13 September: After scientists at MIT describe their accidental discovery of the blackest material on Earth, it is exhibited as “an artwork on the intersection of art and science” in New York.

24 September: Google releases a dataset of more than 3,000 deepfakes to help train systems in spotting them.

16 October: Evervault, the infosec start-up founded by Shane Curran on the back of his winning BT Young Scientist project, bags $3.2m in funding led by Sequoia Capital.

18 October: The first all-woman spacewalk is completed after it was cancelled earlier in the year because of a shortage of medium-size suits.

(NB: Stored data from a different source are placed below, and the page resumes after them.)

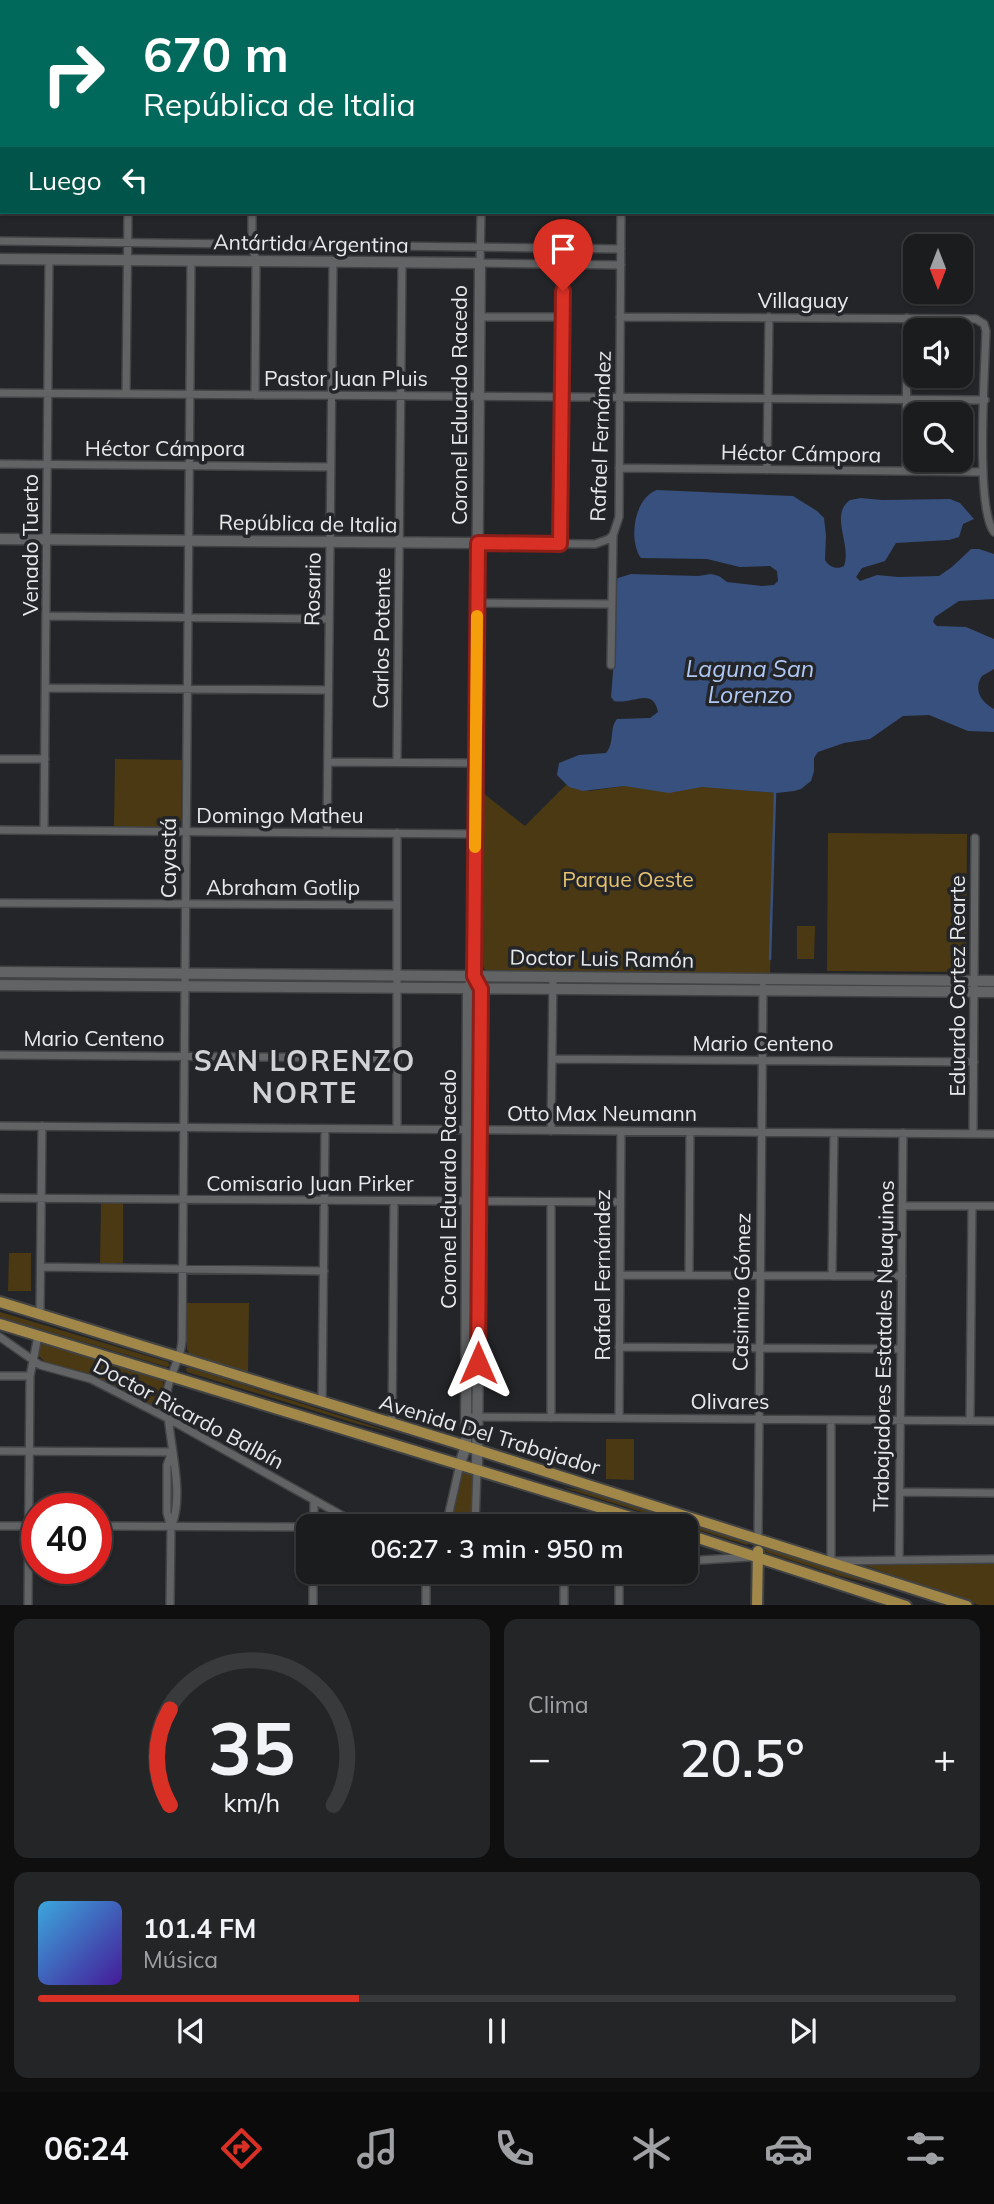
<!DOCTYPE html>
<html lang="es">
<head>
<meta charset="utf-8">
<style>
  :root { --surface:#1b1c1e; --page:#242527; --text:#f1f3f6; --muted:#a0a1a4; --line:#393a3c; --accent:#d93025 }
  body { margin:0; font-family:Mulish,sans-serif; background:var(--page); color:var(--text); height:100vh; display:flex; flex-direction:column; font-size:26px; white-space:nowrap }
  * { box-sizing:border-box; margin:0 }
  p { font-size:23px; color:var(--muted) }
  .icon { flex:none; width:38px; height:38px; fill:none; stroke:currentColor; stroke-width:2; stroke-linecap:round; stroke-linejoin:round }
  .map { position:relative; height:1605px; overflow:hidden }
  .sheet { display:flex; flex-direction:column; gap:14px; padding:14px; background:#0f0f10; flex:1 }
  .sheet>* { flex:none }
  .top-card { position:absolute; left:0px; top:0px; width:994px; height:214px; box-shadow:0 2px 5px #0004,0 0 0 2px var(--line); background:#00695c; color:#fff; overflow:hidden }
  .needle { width:46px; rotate:180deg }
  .buttons { position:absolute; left:903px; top:234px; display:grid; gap:14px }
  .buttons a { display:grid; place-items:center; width:70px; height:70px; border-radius:14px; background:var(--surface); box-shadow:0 2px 5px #0004,0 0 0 2px var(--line); font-size:35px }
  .speed { position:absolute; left:21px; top:1493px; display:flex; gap:14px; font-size:35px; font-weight:700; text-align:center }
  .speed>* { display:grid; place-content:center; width:91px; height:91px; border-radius:50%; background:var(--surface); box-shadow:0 2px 5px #0004,0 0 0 2px var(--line); line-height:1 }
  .speed .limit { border:10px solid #d22; background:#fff; color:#111 }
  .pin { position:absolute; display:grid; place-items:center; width:60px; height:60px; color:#fff; margin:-72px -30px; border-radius:50% 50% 50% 0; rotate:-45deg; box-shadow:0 0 7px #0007 }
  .pin .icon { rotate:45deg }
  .me { position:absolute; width:77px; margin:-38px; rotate:0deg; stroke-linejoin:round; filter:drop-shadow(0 0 5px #0008) }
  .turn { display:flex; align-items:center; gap:24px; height:147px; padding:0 28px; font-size:32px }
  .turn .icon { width:91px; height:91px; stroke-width:2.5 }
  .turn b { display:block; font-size:49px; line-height:60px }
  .then { display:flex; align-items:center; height:66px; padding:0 28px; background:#0003; gap:14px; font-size:26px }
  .big { font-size:52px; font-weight:600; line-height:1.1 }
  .sheet .widget { flex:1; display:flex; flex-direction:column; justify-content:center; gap:10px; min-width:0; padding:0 24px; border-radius:14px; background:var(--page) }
  .sheet .dial { align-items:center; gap:0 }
  .dial svg { height:182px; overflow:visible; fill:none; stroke:var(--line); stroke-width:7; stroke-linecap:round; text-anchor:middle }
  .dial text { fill:var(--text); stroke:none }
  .song { display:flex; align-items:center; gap:21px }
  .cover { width:84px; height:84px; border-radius:10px; background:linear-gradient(135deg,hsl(200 70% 55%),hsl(260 70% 35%)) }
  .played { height:7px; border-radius:4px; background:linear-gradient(90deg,var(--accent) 35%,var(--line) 35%) }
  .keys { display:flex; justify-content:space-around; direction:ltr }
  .heat { display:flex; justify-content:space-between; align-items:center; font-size:38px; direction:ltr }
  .sheet .tiles { flex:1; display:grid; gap:14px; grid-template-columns:1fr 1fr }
  .widget:last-child { grid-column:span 2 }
  .trip { position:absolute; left:296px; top:1514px; width:402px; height:70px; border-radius:14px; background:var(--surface); box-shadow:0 2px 5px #0004,0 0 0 2px var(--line); font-weight:600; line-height:70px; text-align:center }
  .menu { display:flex; height:112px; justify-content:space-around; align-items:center; background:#0b0b0c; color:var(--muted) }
  .menu .icon { width:49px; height:49px }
  .menu .active { color:var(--accent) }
  .menu b { font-size:32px; color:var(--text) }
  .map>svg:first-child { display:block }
  .green { fill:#4a3912 }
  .water { fill:#37507d }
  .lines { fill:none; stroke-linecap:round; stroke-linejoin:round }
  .stream { stroke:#37507d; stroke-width:2.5 }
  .street-casing { stroke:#424345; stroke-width:10 }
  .secondary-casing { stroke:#424345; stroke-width:13 }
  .primary-casing { stroke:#424345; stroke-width:14 }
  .street { stroke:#616365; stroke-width:7 }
  .secondary { stroke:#616365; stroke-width:10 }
  .primary { stroke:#a28848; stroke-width:10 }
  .route-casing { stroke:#8d1f18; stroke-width:18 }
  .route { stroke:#d93025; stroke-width:12 }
  .slow { stroke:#f59e0b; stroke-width:12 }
  .labels { text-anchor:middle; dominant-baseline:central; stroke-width:7; stroke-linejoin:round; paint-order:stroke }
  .street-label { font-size:21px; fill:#e8e9eb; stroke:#242528 }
  .park-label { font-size:21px; fill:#e7c26f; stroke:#242528 }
  .water-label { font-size:23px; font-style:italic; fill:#b1caf5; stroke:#242528 }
  .district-label { font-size:28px; font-weight:bold; letter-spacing:2px; fill:#d0d2d5; stroke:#242528 }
</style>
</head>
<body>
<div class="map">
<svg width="994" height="1606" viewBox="0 0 994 1606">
  <rect width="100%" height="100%" fill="#242528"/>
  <path class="green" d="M115,759L182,760L181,819L178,825L172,828L114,827Z
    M566,785L589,791L624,786L712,787L775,793L770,974L490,972L484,969L481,961L483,793L525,826Z
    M828,833L967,834L966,972L827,971Z
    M797,926H815L814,959H797Z
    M0,976L172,978L174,980L0,981Z
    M198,978L383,979L386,982H196Z
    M101,1203H123V1263H100Z
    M9,1253H31V1291H8Z
    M187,1303H249L248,1374L190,1355L187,1349Z
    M0,1312L168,1362L170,1365L167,1367L0,1317Z
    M42,1342L163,1378V1405L160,1407H155L87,1373L46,1363L39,1356L40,1343Z
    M186,1368H191L394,1433L358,1424L187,1372Z
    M606,1439H634V1480L606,1479Z
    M463,1470L472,1474V1526H450Z
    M562,1487L584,1491L747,1541L749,1544L747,1545Z
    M765,1548H767L886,1587L840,1576L766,1552Z
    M994,1562V1605H979L861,1564V1563Z"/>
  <path class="water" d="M657,490L793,496L817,511L824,518L826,535L825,560C829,567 837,570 844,566C852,545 829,515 850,500L861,498L882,500L950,499L960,503L974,519L963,524L959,537L949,540L896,543L885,561L862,568L856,577L860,581L877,575L898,577L939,576L952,567L971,549H979L994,554V599L959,601L935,617L933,622L937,626L966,627L994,639V669L982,676C973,690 981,702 994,709V732L968,731L929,715L903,716L870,739L844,743L818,752L814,758V771L811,781L801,789L794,791L777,793L702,787L669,793L624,786L583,791L569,787L557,775L559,763L579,755L606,753C615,743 609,728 617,719L650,718L658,712C653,686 632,705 614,701L611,697L614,660L615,583L618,578L631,574L698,576L711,574L719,576L727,582L762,586L774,585L778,581L777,571L770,566L740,567L707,559L641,558C628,540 634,498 657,490Z"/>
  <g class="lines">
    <path class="stream" d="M770,959L775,793"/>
    <g class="street-casing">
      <path id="street" d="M40,2V0
        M106,2V0
        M172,2V0
        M238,2V0
        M303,2V0
        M497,2V0
        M637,2V0
        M769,2V0
        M839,2V0
        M908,2L909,0
        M979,2V0
        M0,117H2
        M992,126H994
        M0,191H2
        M992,203H994
        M252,212V244L256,261L255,395
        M481,212L480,263L621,265
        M0,241L621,249
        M479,317H563
        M620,317L976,319L984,324L986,331C985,369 975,508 994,532
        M0,393L985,400
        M126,394L128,212
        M0,464L331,467
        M619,468L983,472
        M767,470L769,317
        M906,471L907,318
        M478,543L595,544L609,539L613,535
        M560,544L564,264
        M477,603L612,604
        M46,616L329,619
        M611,665L613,535L619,517L621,212
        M46,688L328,690
        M0,759H45
        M328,762L476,763
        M397,762L402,263
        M0,830L475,834
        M44,830L49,260
        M327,833L333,262
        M397,833V1129
        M0,903L397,905
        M0,1055L397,1058
        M552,1059L974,1062
        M0,1126L994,1134
        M551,1131L553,977
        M973,1134L975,838
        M0,1198L620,1202
        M551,1202V1418
        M902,1206H994
        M41,1267L324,1271
        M620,1275L902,1276
        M689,1275L690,1132
        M832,1276L834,1133
        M40,1315L42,1126
        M0,1337L40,1365L91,1379L167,1418L361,1526
        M619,1347L901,1349
        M0,1376H30
        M322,1401L325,1129
        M466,1417L994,1421
        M619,1418L621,1131
        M831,1420V1561L994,1559
        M970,1421L972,1206
        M392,1423L394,1201
        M0,1451L172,1452
        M900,1492L994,1493
        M314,1500V1526
        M0,1526H37
        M96,1526L308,1527
        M446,1526L460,1464
        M475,1526L477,1470
        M171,1527C187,1492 165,1432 167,1393C169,1374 181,1359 182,1341L191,261
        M758,1538L763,987
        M899,1559L903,1133
        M686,1561L750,1557
        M28,1606L30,1376L38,1336
        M170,1606L171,1527L167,1513V1465L172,1452
        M313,1606V1572
        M426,1606V1572
        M564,1606V1572
        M619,1606V1572"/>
    </g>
    <g class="secondary-casing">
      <path id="secondary" d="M0,259L480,263L474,976L468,989L466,1446L460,1464
        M0,539L478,543
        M0,972L994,981
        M0,985L994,992
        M477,1470L481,989L479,986"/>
    </g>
    <g class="primary-casing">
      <path id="primary" d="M0,1302L453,1442L967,1606
        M0,1324L660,1526
        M686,1534L906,1606
        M757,1606L758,1551"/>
    </g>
    <use href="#street" class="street"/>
    <use href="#secondary" class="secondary"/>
    <use href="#primary" class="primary"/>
  </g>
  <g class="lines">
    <g class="route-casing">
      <path id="route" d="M478,1363L481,989L474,976L478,543L560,544L563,291"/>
    </g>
    <use href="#route" class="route"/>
    <path class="slow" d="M475,847L477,616"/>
  </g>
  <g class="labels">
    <g class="street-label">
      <text transform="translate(311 243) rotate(1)">Antártida Argentina</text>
      <text x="803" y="300">Villaguay</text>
      <text x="346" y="378">Pastor Juan Pluis</text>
      <text transform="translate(459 405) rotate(-90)">Coronel Eduardo Racedo</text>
      <text transform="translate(600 436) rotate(-88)">Rafael Fernández</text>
      <text x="165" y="448">Héctor Cámpora</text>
      <text transform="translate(801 453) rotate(1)">Héctor Cámpora</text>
      <text transform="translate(308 523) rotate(1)">República de Italia</text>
      <text transform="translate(30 545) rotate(-90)">Venado Tuerto</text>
      <text transform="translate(312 589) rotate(-89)">Rosario</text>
      <text transform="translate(381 638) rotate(-89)">Carlos Potente</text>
      <text x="280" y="815">Domingo Matheu</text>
      <text transform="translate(168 858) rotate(-90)">Cayastá</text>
      <text x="283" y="887">Abraham Gotlip</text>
      <text transform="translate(602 958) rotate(1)">Doctor Luis Ramón</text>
      <text transform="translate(957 986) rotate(-90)">Eduardo Cortez Rearte</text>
      <text x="94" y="1038">Mario Centeno</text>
      <text x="763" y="1043">Mario Centeno</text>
      <text x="602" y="1113">Otto Max Neumann</text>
      <text x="310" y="1183">Comisario Juan Pirker</text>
      <text transform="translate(448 1189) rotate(-90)">Coronel Eduardo Racedo</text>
      <text transform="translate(602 1275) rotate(-90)">Rafael Fernández</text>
      <text transform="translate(741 1292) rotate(-89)">Casimiro Gómez</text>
      <text transform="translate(883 1346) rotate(-89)">Trabajadores Estatales Neuquinos</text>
      <text x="730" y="1401">Olivares</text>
      <text transform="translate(189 1413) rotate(28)">Doctor Ricardo Balbín</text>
      <text transform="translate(490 1434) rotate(17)">Avenida Del Trabajador</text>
    </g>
    <g class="park-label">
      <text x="628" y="879">Parque Oeste</text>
    </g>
    <g class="water-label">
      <text x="750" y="668">Laguna San<tspan x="750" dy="26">Lorenzo</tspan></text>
    </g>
    <g class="district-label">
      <text x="305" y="1060">SAN LORENZO<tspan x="305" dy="32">NORTE</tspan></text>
    </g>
  </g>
</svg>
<div class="buttons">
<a><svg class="needle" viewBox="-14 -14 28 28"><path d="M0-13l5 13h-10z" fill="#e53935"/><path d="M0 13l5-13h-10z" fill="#a0a1a4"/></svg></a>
<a><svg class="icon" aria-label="sound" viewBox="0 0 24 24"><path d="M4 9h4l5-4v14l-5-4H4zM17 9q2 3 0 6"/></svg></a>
<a><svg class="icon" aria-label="search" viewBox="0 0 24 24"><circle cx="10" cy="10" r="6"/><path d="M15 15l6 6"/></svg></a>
</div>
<div class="speed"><div class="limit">40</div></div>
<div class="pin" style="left:563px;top:291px;background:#d93025"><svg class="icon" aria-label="arrive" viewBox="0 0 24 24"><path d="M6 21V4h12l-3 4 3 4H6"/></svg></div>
<svg class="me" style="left:478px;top:1363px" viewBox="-20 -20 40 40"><path d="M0-17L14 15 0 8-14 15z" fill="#d93025" stroke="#fff" stroke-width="4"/></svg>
<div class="trip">06:27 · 3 min · 950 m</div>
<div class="top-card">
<div class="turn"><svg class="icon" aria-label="right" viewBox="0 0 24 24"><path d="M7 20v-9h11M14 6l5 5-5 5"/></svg><div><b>670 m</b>República de Italia</div></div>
<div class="then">Luego<svg class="icon" aria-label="left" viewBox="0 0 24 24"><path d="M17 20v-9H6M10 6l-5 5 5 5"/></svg></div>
</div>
</div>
<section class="sheet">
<div class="tiles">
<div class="widget dial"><svg viewBox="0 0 100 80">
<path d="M14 69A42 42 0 1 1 86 69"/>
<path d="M14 69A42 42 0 0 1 14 27" stroke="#d93025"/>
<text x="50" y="56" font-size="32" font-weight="700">35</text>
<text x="50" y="72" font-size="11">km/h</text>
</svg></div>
<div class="widget"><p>Clima</p>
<div class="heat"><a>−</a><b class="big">20.5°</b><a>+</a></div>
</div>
<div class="widget">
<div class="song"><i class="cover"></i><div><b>101.4 FM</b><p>Música</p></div></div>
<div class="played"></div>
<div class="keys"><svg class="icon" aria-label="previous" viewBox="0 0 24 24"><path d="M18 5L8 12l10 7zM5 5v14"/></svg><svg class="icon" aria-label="pause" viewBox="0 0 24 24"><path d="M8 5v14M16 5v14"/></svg><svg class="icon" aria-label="next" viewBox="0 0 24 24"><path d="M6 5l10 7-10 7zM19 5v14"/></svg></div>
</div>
</div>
</section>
<nav class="menu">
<b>06:24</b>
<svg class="icon active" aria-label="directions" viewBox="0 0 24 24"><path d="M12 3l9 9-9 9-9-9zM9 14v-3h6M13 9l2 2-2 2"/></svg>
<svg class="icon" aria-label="music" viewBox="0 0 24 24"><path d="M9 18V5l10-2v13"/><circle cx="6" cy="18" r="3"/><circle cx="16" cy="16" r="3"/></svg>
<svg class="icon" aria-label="phone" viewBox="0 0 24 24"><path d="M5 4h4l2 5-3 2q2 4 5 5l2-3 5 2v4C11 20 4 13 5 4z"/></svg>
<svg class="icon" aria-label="climate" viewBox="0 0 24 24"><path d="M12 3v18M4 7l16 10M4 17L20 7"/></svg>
<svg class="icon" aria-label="car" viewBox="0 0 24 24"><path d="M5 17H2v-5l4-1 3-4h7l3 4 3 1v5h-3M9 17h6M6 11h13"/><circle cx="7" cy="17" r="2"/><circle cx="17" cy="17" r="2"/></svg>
<svg class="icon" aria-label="filters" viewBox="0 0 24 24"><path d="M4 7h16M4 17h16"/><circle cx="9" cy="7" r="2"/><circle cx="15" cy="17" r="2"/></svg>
</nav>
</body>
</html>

29 October: Facebook announces legal action against Israel’s NSO Group for allegedly targeting WhatsApp users with highly sophisticated spyware, including 100 human-rights defenders, journalists and other members of civil society.

2 November: A long-anticipated exploit of the Windows BlueKeep vulnerability is spotted in the wild by a security researcher who set up a number of honeypots to detect it.

21 November: At a public unveiling, Elon Musk invites Tesla’s head of design to throw a metal ball at the ‘bulletproof’ Cybertruck, resulting in two smashed windows.

26 November: Mike Berners-Lee, the brother of world wide web inventor Tim Berners-Lee, warns of the environmental impact of pointless emails.

1 December: Ursula von der Leyen is sworn in as the first woman president of the European Commission. One of her first actions will be to launch the European Green Deal.

3 December: Sundar Pichai is named CEO of Alphabet as co-founders Sergey Brin and Larry Page announce their departure.

17 December: Two dogs from Irish mythology enter space as Cork teacher John Murphy sees his suggested names for an exoplanet and its parent star – Bran and Tuiren – accepted by the International Astronomical Union.